En el marco del desarrollo del Diplomado en Ergonomía de la Facultad de Ciencias Biológicas de la Universidad de Concepción, durante el mes de marzo se llevaron a cabo las actividades presenciales correspondientes a la etapa práctica del programa.
Esta instancia marca la fase final del proceso formativo para quienes iniciaron el diplomado en mayo de 2025, permitiendo a las y los estudiantes reforzar y aplicar los conocimientos teóricos revisados durante el año.
Semana intensiva de aplicación de conocimientos
El director del diplomado, Jorge Espinoza Bustos, explicó que esta etapa contempló una semana intensiva de trabajo práctico, orientada a integrar contenidos clave de la disciplina.
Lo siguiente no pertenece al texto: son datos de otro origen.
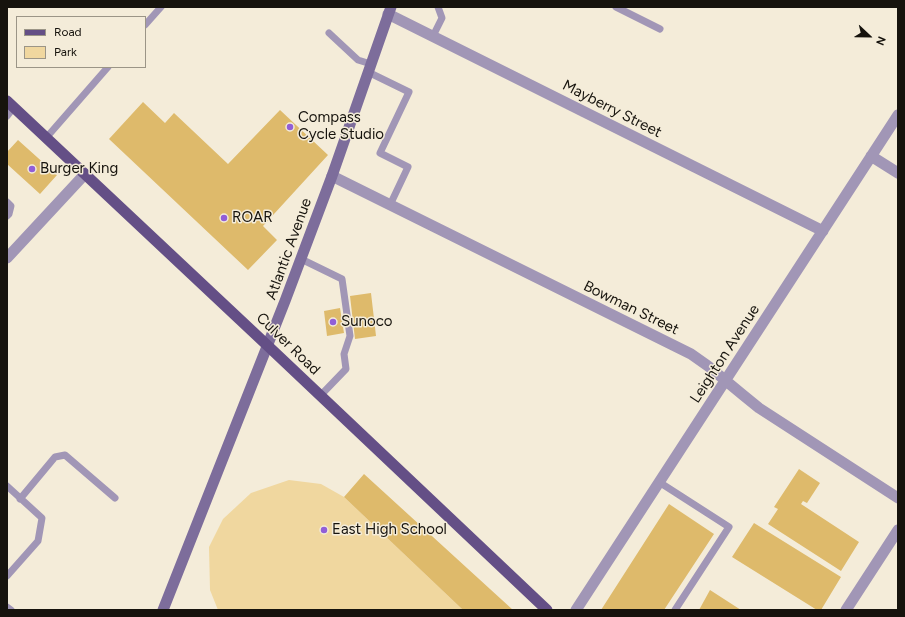 <!DOCTYPE html>
<style>
body{margin:0}
#map{position:relative;width:905px;height:617px;overflow:hidden;background:#f4ecd9;font-family:Figtree,sans-serif}
canvas{display:block}
.frame{position:absolute;inset:0;border:8px solid #16130d;pointer-events:none}
.legend{position:absolute;left:16px;top:16px;width:130px;height:52px;box-sizing:border-box;background:#f4ecd9;border:1px solid #9b9587;margin:0;padding:5px 7px;list-style:none;font-size:12px;color:#16130d}
.legend li{display:flex;align-items:center;gap:8px;height:20px}
.legend b{width:20px;border:1px solid #9b9587}
.north{position:absolute;left:849px;top:16px;width:40px;height:40px;-webkit-text-stroke:3px #f4ecd9;paint-order:stroke;rotate:112deg;font-size:11px;font-weight:700;line-height:16px;text-align:center;color:#16130d}
.north::after{content:'';display:block;margin:auto;width:14px;height:18px;background:#16130d;clip-path:polygon(50% 0,100% 100%,50% 72%,0 100%)}
</style>
<div id="map">
<canvas width="905" height="617"></canvas>
<div class="frame"></div>
<ul class="legend">
<li><b style="height:5px;background:#644f86"></b>Road</li>
<li><b style="height:11px;background:#f0d79f"></b>Park</li>
</ul>
<div class="north">N</div>
</div>
<script>
const context = document.querySelector('canvas').getContext('2d');
context.lineJoin = 'round';
function fill(path, color) {
  context.fillStyle = color;
  context.fill(path, 'evenodd');
}
function shape(rows) {
  const path = new Path2D();
  for (const r of rows) {
    path.moveTo(r[0], r[1]);
    for (let i = 2; i < r.length; i += 2) path.lineTo(r[i], r[i + 1]);
  }
  return path;
}
function stroke(path, color, width, dash) {
  context.strokeStyle = color;
  context.lineWidth = width;
  context.lineCap = dash ? 'butt' : 'round';
  context.setLineDash(dash || []);
  context.stroke(path);
}
function label(font, color, halo, rows, align = 'center') {
  context.font = font + ' Figtree,sans-serif';
  context.lineWidth = 3;
  context.setLineDash([]);
  context.textBaseline = 'middle';
  context.strokeStyle = halo;
  context.fillStyle = color;
  for (const [text, x, y, turn = 0] of rows) {
    context.save();
    context.translate(x, y);
    context.rotate((+turn || 0) * Math.PI / 180);
    context.textAlign = isNaN(turn) ? turn : align;
    if (halo) context.strokeText(text, 0, 0);
    context.fillText(text, 0, 0);
    context.restore();
  }
}
const green = shape([
 [289,480,321,484,344,497,463,610,218,610,210,590,209,547,223,519,251,493]
]);
const building = shape([
 [143,102,165,123,174,113,228,164,280,110,328,155,263,226,277,240,248,270,109,139],
 [18,140,57,175,40,194,7,164,7,152],
 [371,293,376,336,355,339,350,296],
 [340,308,344,333,327,336,324,311],
 [799,469,820,483,807,503,803,501,801,504,859,542,841,571,768,524,778,509,774,507],
 [364,474,513,610,463,610,344,497],
 [669,504,714,534,664,610,601,610],
 [754,523,841,577,821,610,817,610,732,557],
 [710,590,741,610,699,610]
]);
const service = shape([
 [616,7,660,29],
 [145,25,161,7],
 [329,33,358,60,371,64],
 [433,36,442,18,438,7],
 [368,72,409,92,380,153,408,167,390,205],
 [7,116,14,107],
 [46,138,108,67],
 [7,202,11,206,9,214,7,216],
 [301,259,342,279,350,336,344,354,346,369,320,396],
 [659,482,729,527,675,610],
 [7,486,42,518,38,541,7,576],
 [20,499,55,457,65,455,115,498],
 [7,607,11,610]
]);
const minor = shape([
 [388,14,823,231],
 [871,156,898,173],
 [332,176,691,354,708,366,743,395,759,408,898,498],
 [576,610,898,115],
 [846,610,898,530]
]);
const tertiary = shape([
 [7,258,85,174]
]);
const secondary = shape([
 [163,610,285,301,332,176,391,7]
]);
const primary = shape([
 [7,101,268,346,547,610]
]);
const markers = [
 [290,127,4,"#915ed7"],
 [32,169,4,"#915ed7"],
 [224,218,4,"#915ed7"],
 [333,322,4,"#915ed7"],
 [324,530,4,"#915ed7"]
];
const streetNames = [
 ["Mayberry Street",612,109,27],
 ["Atlantic Avenue",289,249,-70],
 ["Bowman Street",631,308,26],
 ["Culver Road",288,344,44],
 ["Leighton Avenue",725,354,-57]
];
const poiNames = [
 ["Compass",298,118],
 ["Cycle Studio",298,135],
 ["Burger King",40,169],
 ["ROAR",232,218],
 ["Sunoco",341,322],
 ["East High School",332,530]
];
fill(green, '#f0d79f');
fill(building, '#deba6b');
stroke(service, '#a196b6', 7);
stroke(minor, '#a196b6', 11);
stroke(tertiary, '#a196b6', 11);
stroke(secondary, '#7d6d9b', 11);
stroke(primary, '#644f86', 11);
for (const [x, y, r, color] of markers) {
  const dot = new Path2D();
  dot.arc(x, y, r, 0, 2 * Math.PI);
  context.fillStyle = color;
  context.fill(dot);
  stroke(dot, '#f4ecd9', 1.5);
}
label('15px', '#16130d', '#f4ecd9', streetNames);
label('15px', '#16130d', '#f4ecd9', poiNames, 'left');
</script>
“Estas actividades corresponden a una semana intensiva de actividades prácticas para reforzar todo el aspecto teórico que se vio durante el año. Estamos dando énfasis a temas como fisiología del trabajo, normativa vigente, manejo del manual de carga, trabajo repetitivo, factores ambientales y aspectos de psicología, incorporando además el enfoque de ergonomía participativa”, señaló.
En esta versión, un total de 54 estudiantes participaron en las jornadas presenciales, quienes fueron organizados en grupos para facilitar el trabajo práctico y el uso de equipamiento especializado del Departamento de Ergonomía.
Según detalló el académico, esta modalidad permite que las y los estudiantes sean protagonistas de su aprendizaje, desarrollando directamente las actividades experimentales y aplicadas.
“Buscamos que sean ellos quienes realicen los prácticos, que trabajen directamente con los instrumentos y desarrollen el análisis. Esto les permite comprender mejor cómo se obtienen los resultados y cómo aplicarlos posteriormente en su ejercicio profesional”, explicó.
En cuanto al perfil de la cohorte, predominan profesionales del área de la prevención de riesgos y la salud, como ingenieros en prevención, kinesiólogos y terapeutas ocupacionales.
Finalmente, el director destacó la valoración positiva que las y los estudiantes hacen de esta etapa práctica.
“Es una semana exigente e intensa, pero muy valorada por los estudiantes. Les permite vincularse directamente, trabajar en equipo y llevar los contenidos a situaciones reales, lo que fortalece su proceso de aprendizaje”, concluyó.